◆ Prompt ◆
All lines of the data shown below should be output exactly as they stand.

◆ Data records ◆
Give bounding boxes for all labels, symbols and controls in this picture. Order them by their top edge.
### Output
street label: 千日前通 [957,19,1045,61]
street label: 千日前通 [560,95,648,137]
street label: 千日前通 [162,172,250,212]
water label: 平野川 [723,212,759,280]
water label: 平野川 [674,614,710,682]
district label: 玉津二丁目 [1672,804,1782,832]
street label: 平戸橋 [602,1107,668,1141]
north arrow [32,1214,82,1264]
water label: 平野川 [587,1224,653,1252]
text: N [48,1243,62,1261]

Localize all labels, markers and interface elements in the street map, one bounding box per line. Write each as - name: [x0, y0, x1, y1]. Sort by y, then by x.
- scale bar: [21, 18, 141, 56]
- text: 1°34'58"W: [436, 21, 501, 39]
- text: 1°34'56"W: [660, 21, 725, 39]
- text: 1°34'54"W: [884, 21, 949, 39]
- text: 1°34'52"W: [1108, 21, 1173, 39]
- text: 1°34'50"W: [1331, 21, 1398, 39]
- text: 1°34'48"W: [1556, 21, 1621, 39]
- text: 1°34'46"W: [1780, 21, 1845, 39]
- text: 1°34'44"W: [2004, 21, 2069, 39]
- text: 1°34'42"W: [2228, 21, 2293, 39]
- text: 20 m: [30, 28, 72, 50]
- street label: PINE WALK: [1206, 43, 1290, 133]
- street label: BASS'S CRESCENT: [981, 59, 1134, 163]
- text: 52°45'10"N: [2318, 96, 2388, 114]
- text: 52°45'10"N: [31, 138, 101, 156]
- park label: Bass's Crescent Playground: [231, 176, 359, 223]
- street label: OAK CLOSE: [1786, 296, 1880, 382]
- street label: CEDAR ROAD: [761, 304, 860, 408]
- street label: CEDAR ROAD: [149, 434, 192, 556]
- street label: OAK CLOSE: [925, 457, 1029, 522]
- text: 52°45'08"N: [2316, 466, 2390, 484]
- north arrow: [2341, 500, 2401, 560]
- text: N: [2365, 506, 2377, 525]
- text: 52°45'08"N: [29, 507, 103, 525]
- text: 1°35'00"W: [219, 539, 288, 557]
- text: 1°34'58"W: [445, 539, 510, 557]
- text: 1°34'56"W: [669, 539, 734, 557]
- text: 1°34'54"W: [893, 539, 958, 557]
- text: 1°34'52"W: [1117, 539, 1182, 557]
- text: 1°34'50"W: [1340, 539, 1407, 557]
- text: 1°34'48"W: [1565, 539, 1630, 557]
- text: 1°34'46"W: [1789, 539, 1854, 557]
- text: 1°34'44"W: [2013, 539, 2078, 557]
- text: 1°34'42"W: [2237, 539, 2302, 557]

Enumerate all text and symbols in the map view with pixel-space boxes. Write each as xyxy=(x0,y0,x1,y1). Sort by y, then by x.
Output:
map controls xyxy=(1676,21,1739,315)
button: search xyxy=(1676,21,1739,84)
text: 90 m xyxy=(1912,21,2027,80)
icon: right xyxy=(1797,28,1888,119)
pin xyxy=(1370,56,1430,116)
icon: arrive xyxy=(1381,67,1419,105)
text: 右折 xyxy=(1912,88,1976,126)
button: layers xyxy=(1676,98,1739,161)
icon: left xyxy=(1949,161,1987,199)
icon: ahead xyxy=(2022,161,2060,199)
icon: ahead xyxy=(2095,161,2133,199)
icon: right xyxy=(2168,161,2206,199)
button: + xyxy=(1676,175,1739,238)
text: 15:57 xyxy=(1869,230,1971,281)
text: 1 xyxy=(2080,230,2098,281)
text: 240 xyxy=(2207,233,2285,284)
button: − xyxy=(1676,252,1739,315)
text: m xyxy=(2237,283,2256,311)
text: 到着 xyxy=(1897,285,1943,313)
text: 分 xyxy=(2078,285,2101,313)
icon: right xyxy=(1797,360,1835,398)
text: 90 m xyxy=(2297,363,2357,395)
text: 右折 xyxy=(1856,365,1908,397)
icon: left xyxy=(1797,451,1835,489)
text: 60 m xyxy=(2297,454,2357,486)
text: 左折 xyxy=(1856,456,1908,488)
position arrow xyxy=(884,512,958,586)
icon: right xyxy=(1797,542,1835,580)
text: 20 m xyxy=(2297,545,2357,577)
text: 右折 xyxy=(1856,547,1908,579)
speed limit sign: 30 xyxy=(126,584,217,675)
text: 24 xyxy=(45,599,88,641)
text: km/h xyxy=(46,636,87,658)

◆ Final answer ◆
Give bounding boxes for all labels, symbols and controls in this picture. Order them by their top edge.
### Output
street label: 千日前通 [957,19,1045,61]
street label: 千日前通 [560,95,648,137]
street label: 千日前通 [162,172,250,212]
water label: 平野川 [723,212,759,280]
water label: 平野川 [674,614,710,682]
district label: 玉津二丁目 [1672,804,1782,832]
street label: 平戸橋 [602,1107,668,1141]
north arrow [32,1214,82,1264]
water label: 平野川 [587,1224,653,1252]
text: N [48,1243,62,1261]

Localize all labels, markers and interface elements in the street map, one bounding box per line. Write each as - name: [x0, y0, x1, y1]. Sort by y, then by x.
- scale bar: [21, 18, 141, 56]
- text: 1°34'58"W: [436, 21, 501, 39]
- text: 1°34'56"W: [660, 21, 725, 39]
- text: 1°34'54"W: [884, 21, 949, 39]
- text: 1°34'52"W: [1108, 21, 1173, 39]
- text: 1°34'50"W: [1331, 21, 1398, 39]
- text: 1°34'48"W: [1556, 21, 1621, 39]
- text: 1°34'46"W: [1780, 21, 1845, 39]
- text: 1°34'44"W: [2004, 21, 2069, 39]
- text: 1°34'42"W: [2228, 21, 2293, 39]
- text: 20 m: [30, 28, 72, 50]
- street label: PINE WALK: [1206, 43, 1290, 133]
- street label: BASS'S CRESCENT: [981, 59, 1134, 163]
- text: 52°45'10"N: [2318, 96, 2388, 114]
- text: 52°45'10"N: [31, 138, 101, 156]
- park label: Bass's Crescent Playground: [231, 176, 359, 223]
- street label: OAK CLOSE: [1786, 296, 1880, 382]
- street label: CEDAR ROAD: [761, 304, 860, 408]
- street label: CEDAR ROAD: [149, 434, 192, 556]
- street label: OAK CLOSE: [925, 457, 1029, 522]
- text: 52°45'08"N: [2316, 466, 2390, 484]
- north arrow: [2341, 500, 2401, 560]
- text: N: [2365, 506, 2377, 525]
- text: 52°45'08"N: [29, 507, 103, 525]
- text: 1°35'00"W: [219, 539, 288, 557]
- text: 1°34'58"W: [445, 539, 510, 557]
- text: 1°34'56"W: [669, 539, 734, 557]
- text: 1°34'54"W: [893, 539, 958, 557]
- text: 1°34'52"W: [1117, 539, 1182, 557]
- text: 1°34'50"W: [1340, 539, 1407, 557]
- text: 1°34'48"W: [1565, 539, 1630, 557]
- text: 1°34'46"W: [1789, 539, 1854, 557]
- text: 1°34'44"W: [2013, 539, 2078, 557]
- text: 1°34'42"W: [2237, 539, 2302, 557]

Enumerate all text and symbols in the map view with pixel-space boxes. Write each as xyxy=(x0,y0,x1,y1). Sort by y, then by x.
Output:
map controls xyxy=(1676,21,1739,315)
button: search xyxy=(1676,21,1739,84)
text: 90 m xyxy=(1912,21,2027,80)
icon: right xyxy=(1797,28,1888,119)
pin xyxy=(1370,56,1430,116)
icon: arrive xyxy=(1381,67,1419,105)
text: 右折 xyxy=(1912,88,1976,126)
button: layers xyxy=(1676,98,1739,161)
icon: left xyxy=(1949,161,1987,199)
icon: ahead xyxy=(2022,161,2060,199)
icon: ahead xyxy=(2095,161,2133,199)
icon: right xyxy=(2168,161,2206,199)
button: + xyxy=(1676,175,1739,238)
text: 15:57 xyxy=(1869,230,1971,281)
text: 1 xyxy=(2080,230,2098,281)
text: 240 xyxy=(2207,233,2285,284)
button: − xyxy=(1676,252,1739,315)
text: m xyxy=(2237,283,2256,311)
text: 到着 xyxy=(1897,285,1943,313)
text: 分 xyxy=(2078,285,2101,313)
icon: right xyxy=(1797,360,1835,398)
text: 90 m xyxy=(2297,363,2357,395)
text: 右折 xyxy=(1856,365,1908,397)
icon: left xyxy=(1797,451,1835,489)
text: 60 m xyxy=(2297,454,2357,486)
text: 左折 xyxy=(1856,456,1908,488)
position arrow xyxy=(884,512,958,586)
icon: right xyxy=(1797,542,1835,580)
text: 20 m xyxy=(2297,545,2357,577)
text: 右折 xyxy=(1856,547,1908,579)
speed limit sign: 30 xyxy=(126,584,217,675)
text: 24 xyxy=(45,599,88,641)
text: km/h xyxy=(46,636,87,658)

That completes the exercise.